Since my last post, Building generation has been my sole focus.

demo

I’ve made a shader for the windows that has interior projection - it appears as though there are rooms inside the windows, but they are actually a cube texture applied to some trig functions. My shader also uses the building’s position as a unique identifier, so each building has a unique color (even though they all use the same material!) Basically, the buildings have a decent amount of detail for very low overhead. I can fit about a thousand buildings in a scene before I dip below 60 frames per second.

demo

Thanks to the modularity of my previous code, I repurposed my city block division system to make building segments. Instead of the previous AI architect, which relied on taking a building’s outline and modifying it recursively, this one is entirely non-destructive. Each building is a list of polygons that gets extruded upwards, and may or may not be generated depending on what floor it’s on.

demo

Notice in the picture above that the center building has a hole in it.

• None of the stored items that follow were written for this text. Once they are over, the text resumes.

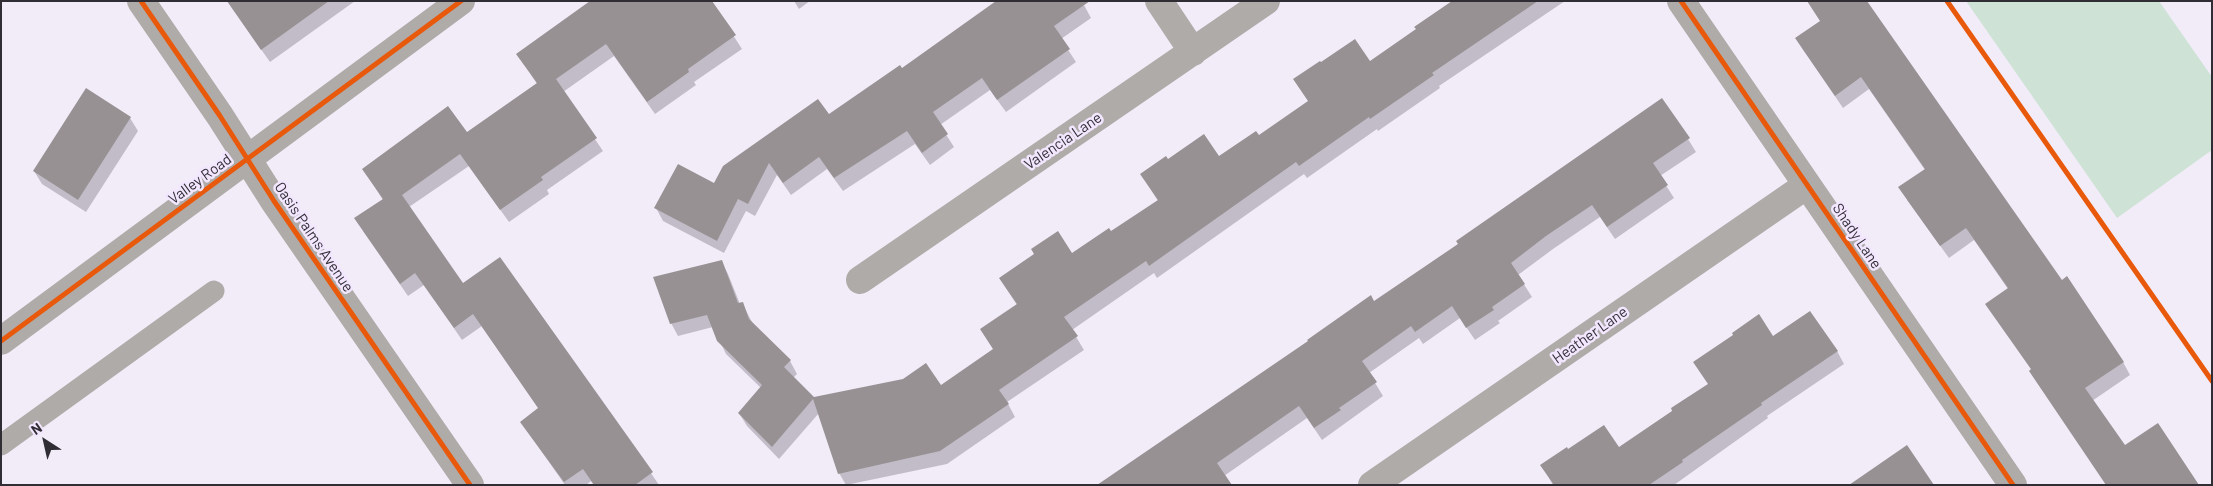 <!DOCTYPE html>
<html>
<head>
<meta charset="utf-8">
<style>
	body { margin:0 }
	#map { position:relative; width:2213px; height:486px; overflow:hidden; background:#f2ecf9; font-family:Barlow,sans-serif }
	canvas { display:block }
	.frame { position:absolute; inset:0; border:2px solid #312d35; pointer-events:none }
	.north { position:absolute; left:20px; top:416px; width:50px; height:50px; -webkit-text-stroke:4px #f2e7fe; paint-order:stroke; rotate:325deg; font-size:14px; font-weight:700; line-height:20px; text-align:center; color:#312d35 }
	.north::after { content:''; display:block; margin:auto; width:18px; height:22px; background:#312d35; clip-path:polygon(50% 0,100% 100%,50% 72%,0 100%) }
</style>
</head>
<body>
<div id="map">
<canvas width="2213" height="486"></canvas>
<div class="frame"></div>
<div class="north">N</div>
</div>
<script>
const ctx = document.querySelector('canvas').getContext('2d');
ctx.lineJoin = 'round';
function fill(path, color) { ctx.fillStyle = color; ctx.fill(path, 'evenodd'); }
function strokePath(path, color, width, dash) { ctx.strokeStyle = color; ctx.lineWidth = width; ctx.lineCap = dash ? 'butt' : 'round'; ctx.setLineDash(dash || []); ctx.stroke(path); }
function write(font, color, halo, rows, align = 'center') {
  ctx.font = font + ' Barlow,sans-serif'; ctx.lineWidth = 5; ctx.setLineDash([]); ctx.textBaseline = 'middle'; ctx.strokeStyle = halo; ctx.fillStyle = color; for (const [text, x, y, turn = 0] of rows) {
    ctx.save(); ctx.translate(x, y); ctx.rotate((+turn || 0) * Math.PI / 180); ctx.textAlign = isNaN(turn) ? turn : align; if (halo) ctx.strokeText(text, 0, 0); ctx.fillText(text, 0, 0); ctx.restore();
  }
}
const green = new Path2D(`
	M1966,1H2159L2212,77V150L2117,218Z`);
const shadow = new Path2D(`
	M227,1H355L270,62Z
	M711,1L742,49L694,82L696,85L655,114L614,56L563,92L603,151L547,190L549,194L509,222L469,166L409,207L463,284L610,412L659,485H594L591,481L586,485H565L521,422L539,409L482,326L462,340L424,285L408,296L363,231L383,200L364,170L466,134L537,84L518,54Z
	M794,1H810L799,9Z
	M1451,1H1565L1439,86L1440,88L1378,131L1377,129L1307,178L1304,174L1157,278L1154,273L1072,330L1084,350L1007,402L1015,417L947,464L846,485L839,473L819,413L779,459L747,426L739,413L761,388L726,354L713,327L678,336L671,323L721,261L728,274L740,304L742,303L753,324L790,361L797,374L793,378L814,399L941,386L994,350L981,330L1017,305L1000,279L1072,255L1111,233L1158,201L1141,174L1168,160L1219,158L1258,137L1418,30L1452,3Z
	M1084,5L1091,18L1061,39L1076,62L1006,112L990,90L940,125L954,147L930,165L915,144L843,191L827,169L791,195L777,175L755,216L746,211L724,253L663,221L656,208L715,185L902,70Z
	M1821,22L2062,282L2123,362L2130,375L2092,401L2111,485L1986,304L2008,289L1974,240L1949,258L1907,200L1925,170L1869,89L1843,108L1804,51L1796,38Z
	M86,90L130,118L138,131L86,212L42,184L34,171Z
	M1688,139L1696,152L1660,176L1674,198L1615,239L1600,217L1553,249L1518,275L1532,297L1498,321L1500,323L1475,340L1460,318L1423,344L1419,338L1369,373L1383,396L1322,440L1307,418L1224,476L1099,485L1374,303Z
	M1773,338L1837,351L1844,364L1767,416L1768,418L1674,485H1553L1549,478L1542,465L1568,451L1618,449L1674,411Z`);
const building = new Path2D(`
	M227,1H329L261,50Z
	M590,1H712L736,35L688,69L689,72L647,102L606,44L556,79L597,138L541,177L543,180L500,210L460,154L402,195L463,283L500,257L653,472L635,485H594L583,469L564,482L520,422L538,408L473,314L454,328L415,273L400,284L354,218L383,199L362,169L448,106L467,132L537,83L516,54Z
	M996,1H1090L1054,26L1070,49L997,100L982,78L933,112L948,134L922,153L907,131L834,178L819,157L783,183L769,163L748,204L738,199L717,241L654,208L678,164L714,183L723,166L818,99L829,114L900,65L902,68Z
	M1452,1H1538L1432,73L1434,75L1370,119L1369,117L1299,166L1296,162L1149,266L1146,261L1064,317L1078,336L999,390L1009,404L940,451L838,474L813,399L772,447L738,413L762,385L717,341L707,315L670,324L653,277L722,260L738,303L743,302L749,319L791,360L784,367L814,397L903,379L926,363L941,385L993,349L980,329L1017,304L999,278L1034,254L1031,249L1058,231L1072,253L1109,228L1111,231L1158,200L1140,174L1166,156L1168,159L1204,134L1219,156L1256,131L1259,135L1308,101L1293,79L1320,61L1321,62L1355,39L1370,61L1416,29L1414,27Z
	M1807,1H1867L2062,280L2067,276L2124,362L2085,388L2125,445L2158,423L2199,485H2106L2029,371L2031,369L1985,304L2008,288L1966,228L1940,246L1898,187L1925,169L1861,77L1835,96L1795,38L1820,21Z
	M86,88L131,117L78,200L33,171Z
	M1662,98L1690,138L1653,163L1668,185L1607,227L1592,205L1546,236L1511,263L1525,284L1492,307L1494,310L1466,328L1452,306L1415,332L1411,326L1362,361L1377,382L1339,408L1341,410L1314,428L1299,406L1217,463L1232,485H1097L1308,341L1307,340L1371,295L1374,301L1458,244L1456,241Z
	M1810,311L1838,351L1761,403L1762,405L1682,460L1683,462L1649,485H1554L1540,465L1567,447L1568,449L1604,425L1619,447L1672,411L1671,408L1708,384L1693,362L1733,335L1732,333L1759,314L1773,336Z
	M1907,445L1934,485H1849Z`);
const lane = new Path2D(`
	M1,445L214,291`);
const street = new Path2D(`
	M141,1L220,116L274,201L470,485
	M1159,1L1193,52
	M1681,1L2013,485
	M860,280L1266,1
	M1,341L461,1
	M1372,485L1807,185`);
const cycleway = new Path2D(`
	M141,1L220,116L274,201L470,485
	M1681,1L2013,485
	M1947,1L2212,381
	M1,341L461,1`);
const streetNames = [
	["Valencia Lane",1063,141,-34],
	["Valley Road",200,179,-36],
	["Shady Lane",1857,236,56],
	["Oasis Palms Avenue",314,237,56],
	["Heather Lane",1590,335,-35]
];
fill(green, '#cee2d6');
fill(shadow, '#0003');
fill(building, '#979194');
strokePath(lane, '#afaba9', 21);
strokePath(street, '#afaba9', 28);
strokePath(cycleway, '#e8590c', 5);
write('15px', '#312d35', '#f2e7fe', streetNames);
</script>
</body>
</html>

This is completely intentional, and fits with the sci-fi theme I’m going for. Multiple people have asked me if this was a bug, but these kinds of buildings are more common than you might think! There are tons of ‘doughnut shaped’ skyscrapers going up in the present day, especially in china.

demo

Each building in the above screenshot is using the same “architectural style” struct to generate it’s appearance, and yet they are all fairly unique shapes. I’ve wasted a lot of time just generating different seeds and seeing how they turn out. My favorite ones are those with winding tunnels through the buildings that provide endless explorability: one seed had a massive building in the middle that was completely hollow - a cavernous atrium with multiple entrances. I think I’m on to something special here, and it’s only going to get more complex and varied from here on out.